Indian Laws Governing Gender-Neutral Professional Engagement
This is not about creating fear. It is about creating awareness. Let us look at the legal landscape together, because informed decisions are always better decisions.
Constitutional Provisions for Equality in Professional Services
- Article 14 guarantees equality before law for every person.
- Article 15(1) prohibits discrimination on grounds of sex. While originally directed at state action, Indian courts have extended its spirit to private entities, especially in employment and service engagement.
- Article 16(1) and 16(2) guarantee equality of opportunity in employment and prohibit discrimination on the ground of sex.

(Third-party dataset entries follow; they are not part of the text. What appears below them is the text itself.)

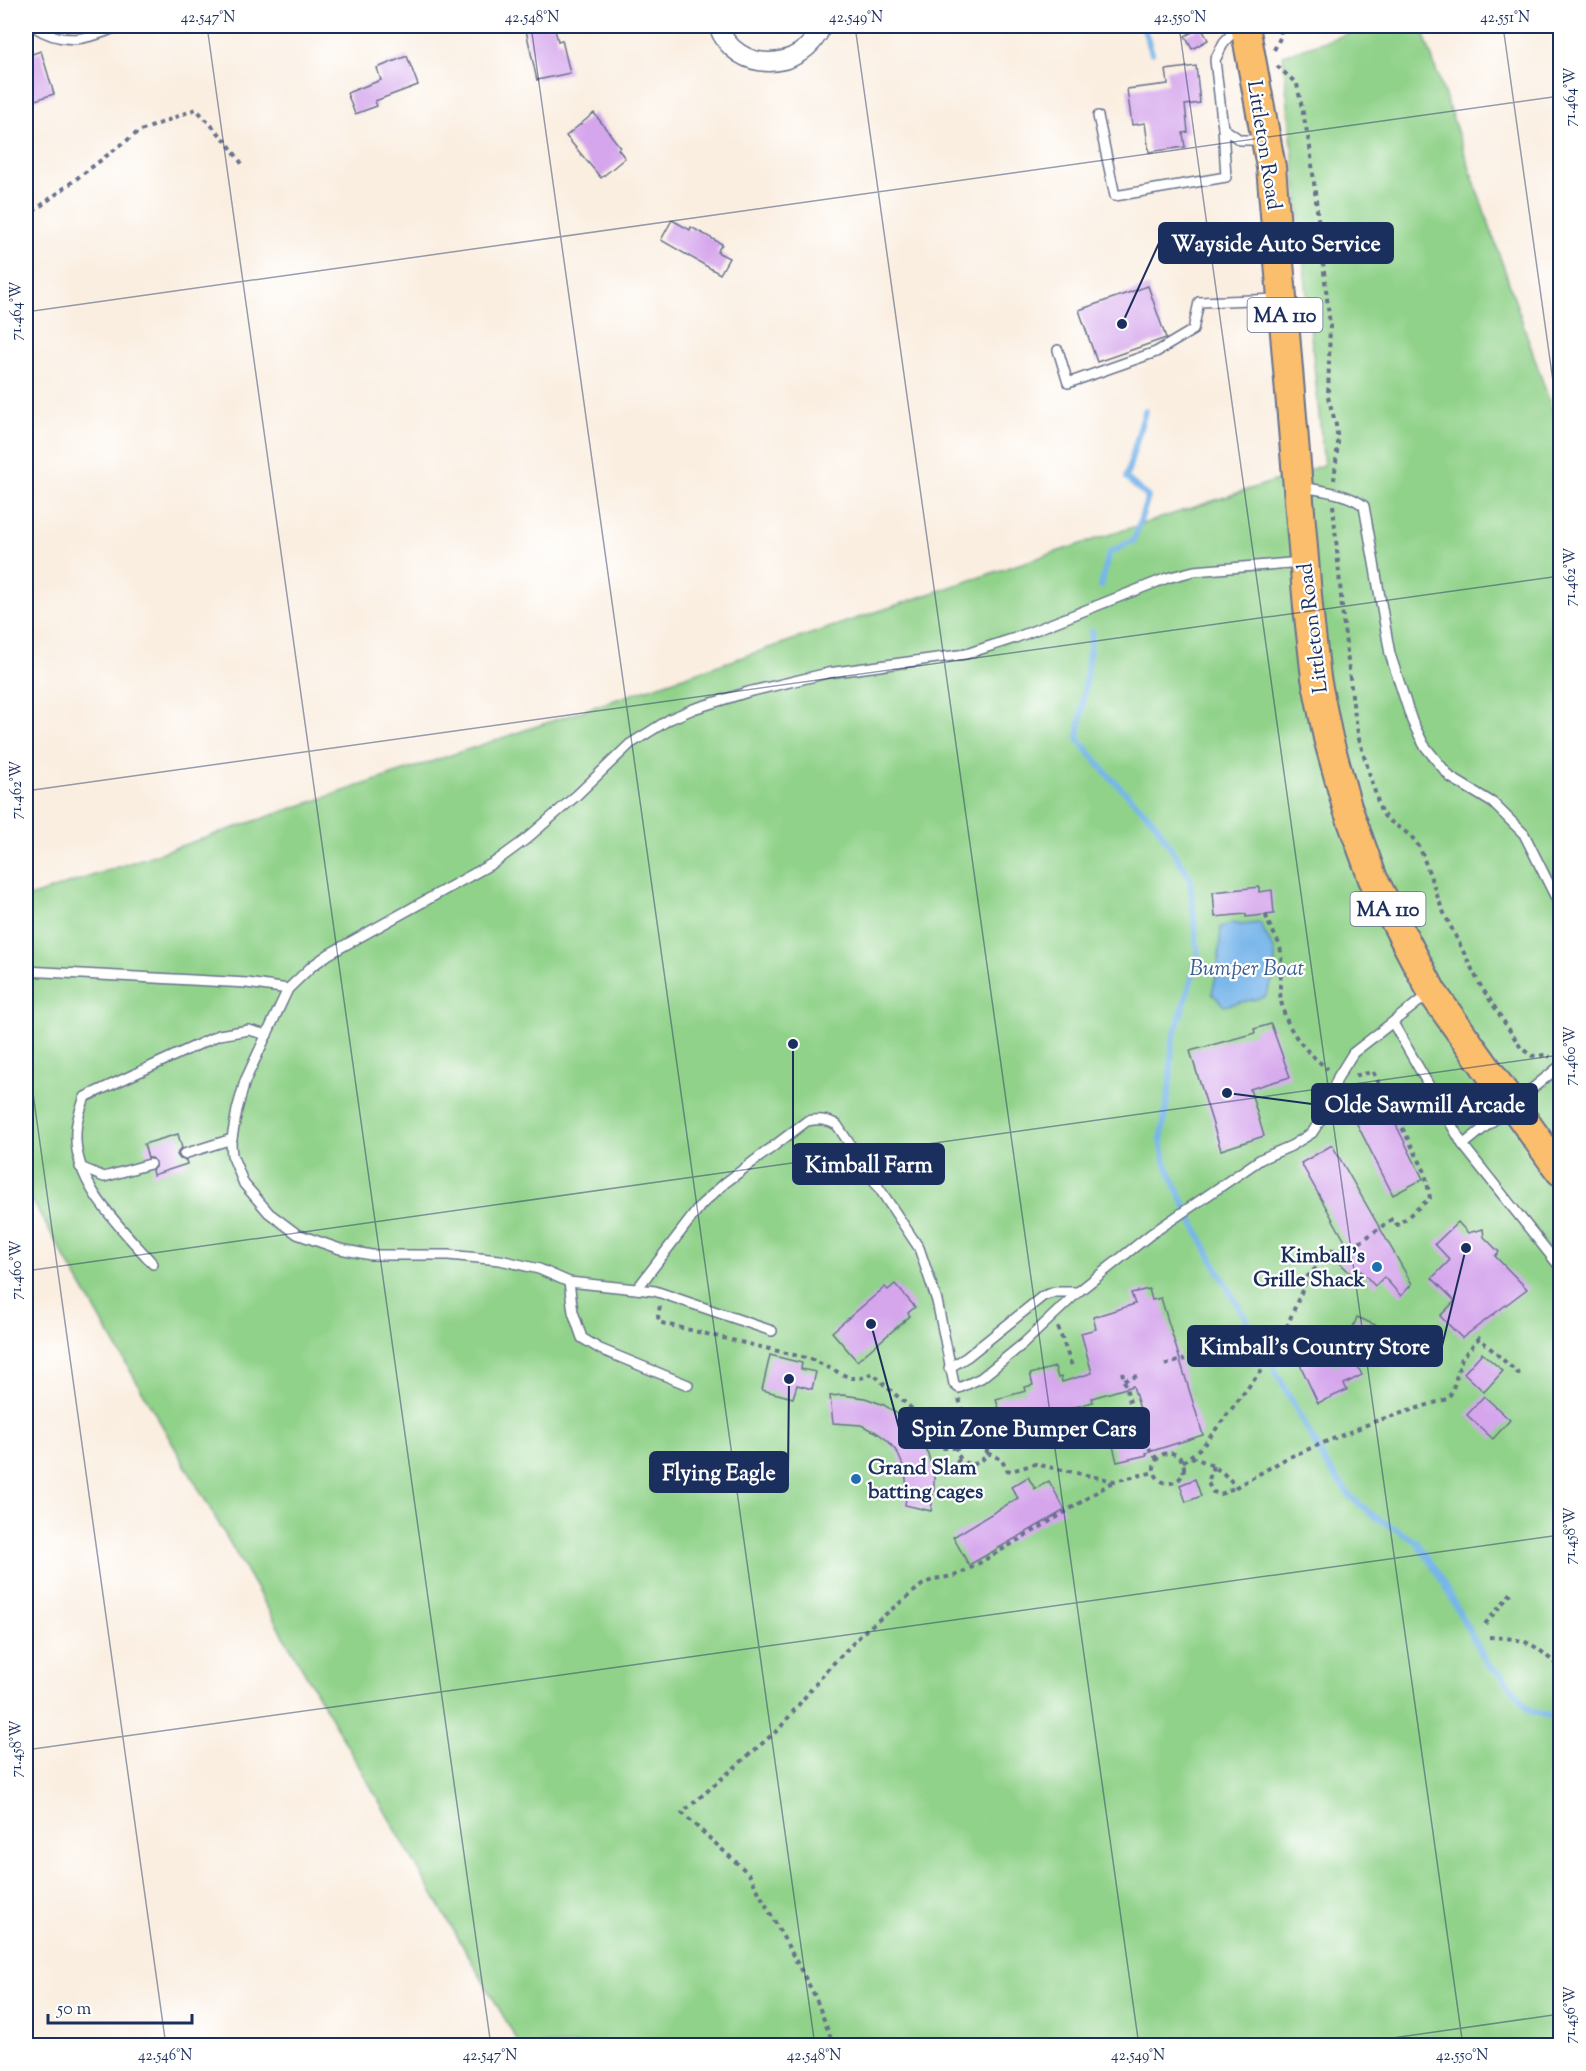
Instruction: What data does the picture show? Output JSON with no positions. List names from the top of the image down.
{
  "streets": {
    "main road": ["Littleton Road", "MA 110"]
  },
  "water": ["Bumper Boat"],
  "places": [
    "Wayside Auto Service",
    "Kimball Farm",
    "Olde Sawmill Arcade",
    "Kimball's Country Store",
    "Kimball's Grille Shack",
    "Spin Zone Bumper Cars",
    "Flying Eagle",
    "Grand Slam batting cages"
  ],
  "scale_bar": "50 m",
  "coordinates": [
    "42.547°N",
    "42.548°N",
    "42.549°N",
    "42.550°N",
    "42.551°N",
    "71.464°W",
    "71.462°W",
    "71.460°W",
    "71.458°W",
    "71.456°W",
    "42.546°N"
  ]
}
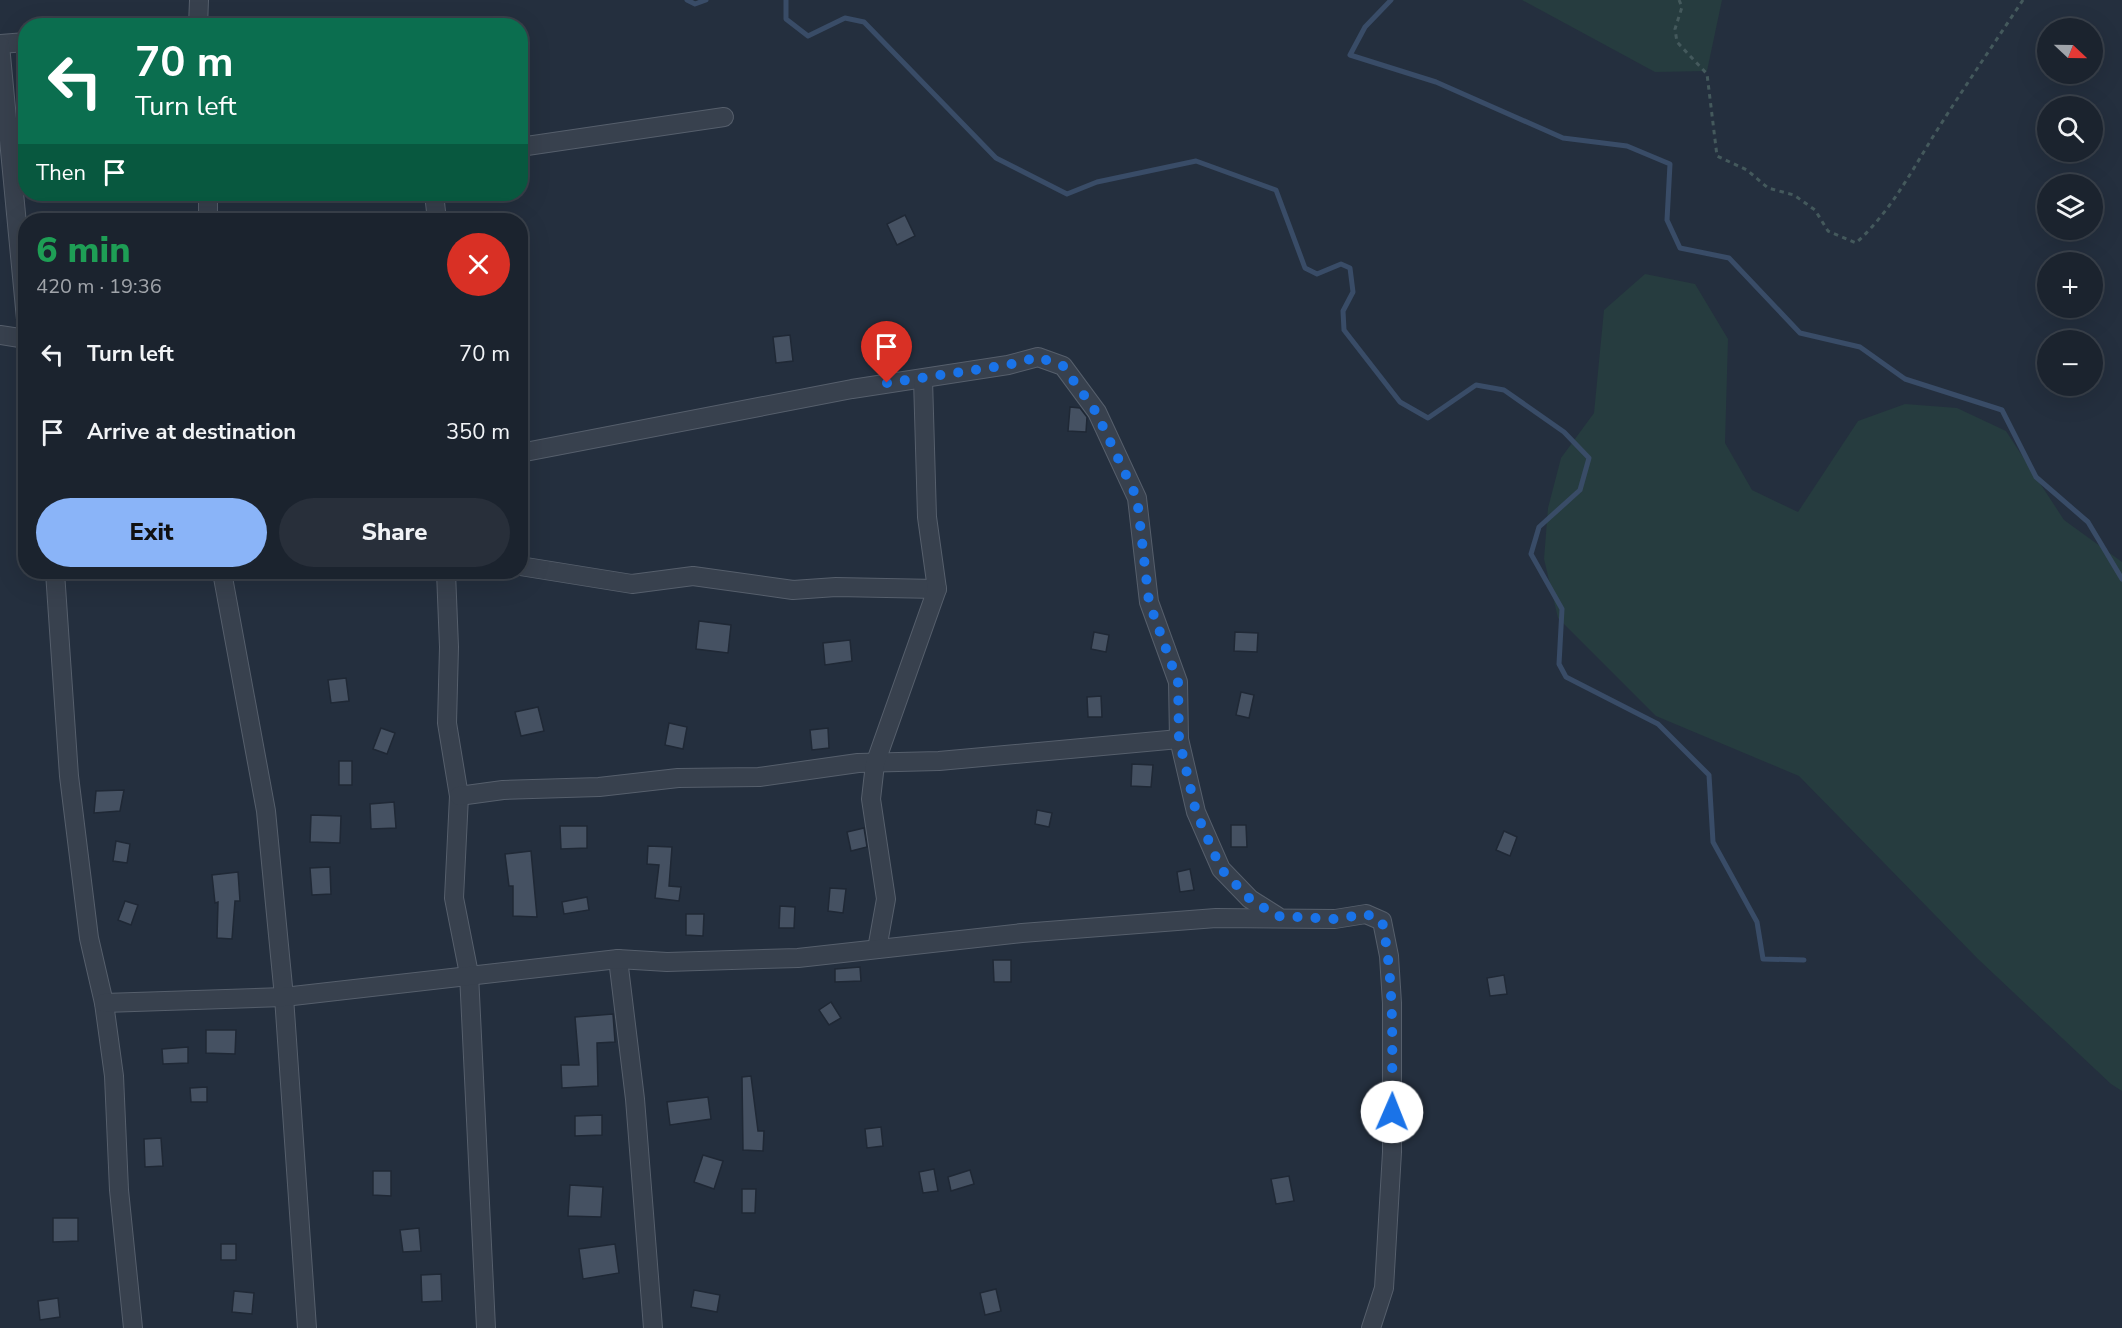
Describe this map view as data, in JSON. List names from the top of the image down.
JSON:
{
  "north": "right",
  "page": {
    "map_buttons": ["+", "−"],
    "turn": ["70 m", "Turn left"],
    "then": "Then",
    "heading": ["6 min", "420 m · 19:36"],
    "list": [
      {
        "name": "Turn left",
        "value": "70 m"
      },
      {
        "name": "Arrive at destination",
        "value": "350 m"
      }
    ],
    "buttons": ["Exit", "Share"]
  }
}
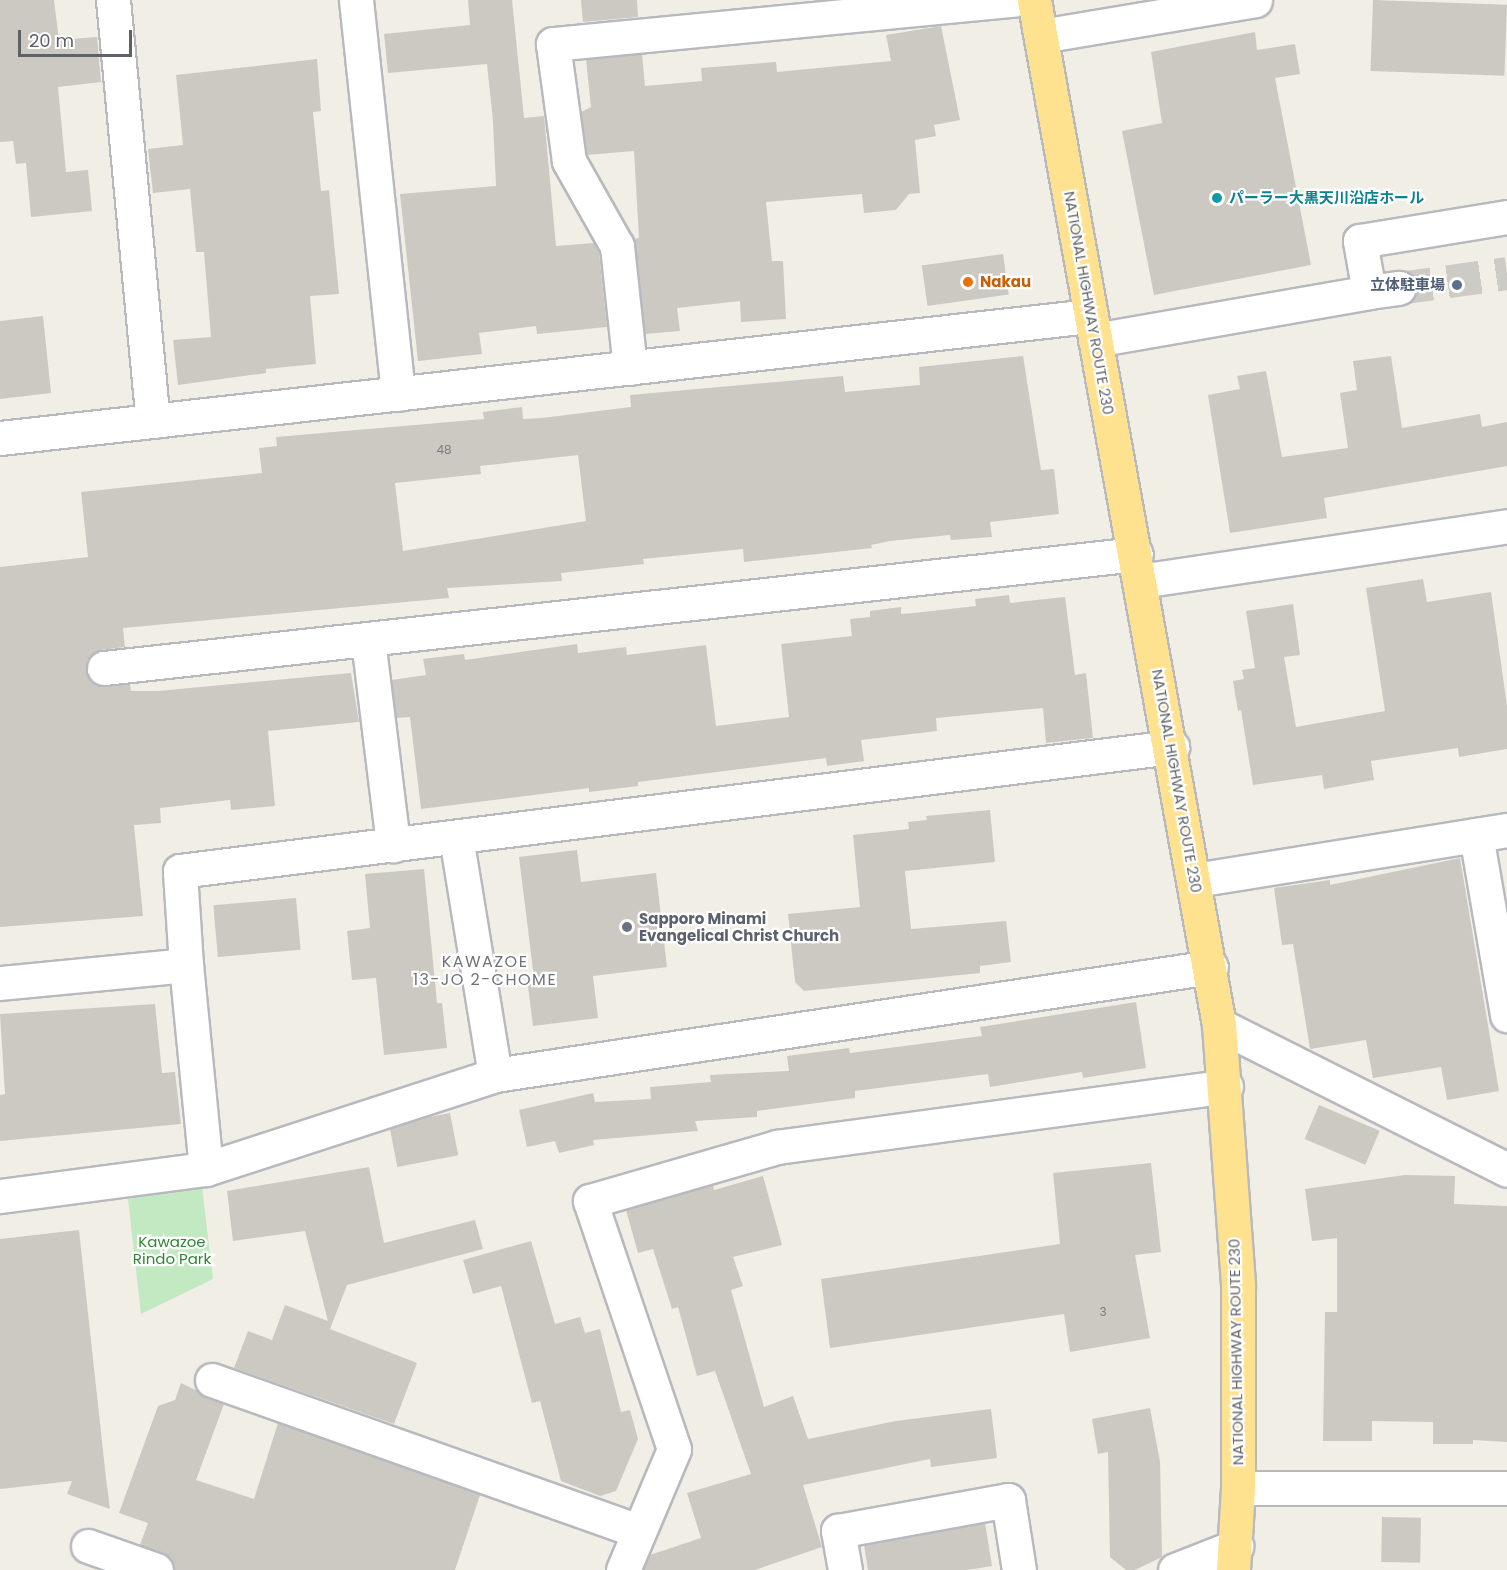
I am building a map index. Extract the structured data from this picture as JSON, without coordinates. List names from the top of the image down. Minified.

Employment Laws Prohibiting Gender-Based Discrimination
Equal Remuneration Act, 1976 (Section 5): This Act prohibits discrimination in recruitment for the same work or work of a similar nature. The principle is straightforward: competence determines suitability, not gender.
Code on Wages, 2019 (Section 3): The Code reinforces the prohibition of gender-based discrimination. While it specifically addresses wages, its philosophy extends to conditions of engagement and procurement.
POSH Act Requirements for Workplace Safety Training
Here is something many HR teams overlook. The POSH Act mandates that employers organise awareness and training programs for workplace safety. However, the Act does not specify that such training must be delivered by a person of any particular gender. The emphasis is on quality, relevance, and effectiveness of the program. Not on the gender of the facilitator.
In fact, the POSH Act is fundamentally about eliminating gender-based bias and stereotyping. Requiring a female-only trainer could, ironically, reinforce the very stereotypes the Act seeks to dismantle.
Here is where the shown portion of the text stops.